E.L. Doctorow, Literary Time Traveler: Magician Who Stirred the Past Into Fiction, Dies At 84

Edgar Lawrence "E. L." Doctorow, born Jan. 6, 1931, passed away Tuesday at a New York hospital from complications of lung cancer, his son, Richard Doctorow, confirmed.

Doctorow, the son of Rose (Levine) and David Richard Doctorow, second-generation Americans of Russian-Jewish extraction, was born in the Bronx. His parents named him after Edgar Allan Poe. Doctorow was married to fellow Columbia University drama student, Helen Esther Setzer

"E.L. Doctorow was one of America's greatest novelists. His books taught me much, and he will be missed," President Barack Obama said in a Tweet, reported Reuters.

"Through books of great beauty and power, and characters I'll never forget, he showed us America's great flaws and its astonishing promise, and our own," Kate Medina, Doctorow's editor at Random House, said in a written statement. "Edgar was fun, even as he was holding all of us to the high standards he set for himself. To be with him was to be at one's best; to read him was to discover, again and again, the joy of reading a master," Medina said.
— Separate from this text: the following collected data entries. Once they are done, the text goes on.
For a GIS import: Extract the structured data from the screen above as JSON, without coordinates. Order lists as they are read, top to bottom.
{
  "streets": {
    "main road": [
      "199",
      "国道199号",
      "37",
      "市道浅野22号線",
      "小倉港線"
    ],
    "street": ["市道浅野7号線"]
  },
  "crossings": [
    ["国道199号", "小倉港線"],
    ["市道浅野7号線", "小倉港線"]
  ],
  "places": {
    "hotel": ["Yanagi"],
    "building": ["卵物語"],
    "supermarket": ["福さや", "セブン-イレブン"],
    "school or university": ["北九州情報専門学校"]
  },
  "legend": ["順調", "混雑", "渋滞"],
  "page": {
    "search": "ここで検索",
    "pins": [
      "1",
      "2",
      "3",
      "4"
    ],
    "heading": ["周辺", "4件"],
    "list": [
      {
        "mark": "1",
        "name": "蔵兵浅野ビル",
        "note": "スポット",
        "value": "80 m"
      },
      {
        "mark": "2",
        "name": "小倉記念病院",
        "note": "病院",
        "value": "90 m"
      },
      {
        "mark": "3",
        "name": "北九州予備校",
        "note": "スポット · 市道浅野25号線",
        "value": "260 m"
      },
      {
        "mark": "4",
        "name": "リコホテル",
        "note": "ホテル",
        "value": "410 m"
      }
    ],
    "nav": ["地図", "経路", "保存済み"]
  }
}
In an interview to the Times in 2006, Doctorow said that a novelist "partakes of many identities. People say to me, 'A lot of your novels take place in the past. Are you a historical novelist?' I don't think of myself that way, but if you want to call me that, go ahead. Then someone will say, 'There's a certain political quality to a lot of your work. Would you call yourself a political novelist?' And I'll say, 'I've never thought of myself as a political novelist, but if that suits you, why not?' And then someone will say, 'You're a Jewish novelist' - and yes, I guess that's true, too. So I accept any kind of identity. I'm willing to participate in all of them, as long as none claims to be an exhaustive interpretation," wrote L.A. Times.

Doctorow enjoyed major critical and popular success over his 50-year career and is often considered one of the leading authors of the 20th century. He won the National Book Award for fiction in 1986 for "World's Fair" and the National Book Critics Circle award in 1989 for "Billy Bathgate" and in 2005 for "The March."

"I don't know what I set out to do," Doctorow said in 2006 after the publication of "The March." "Someone pointed out to me a couple of years ago that you could line them up and in effect now with this book, 150 years of American history. ... And this was entirely unplanned," reported ABC News.

Doctorow is survived by his wife, Helen Setzer; son Richard, daughters Jenny Doctorow Fe-Bornstein and Caroline Doctorow Gatewood; and four grandchildren.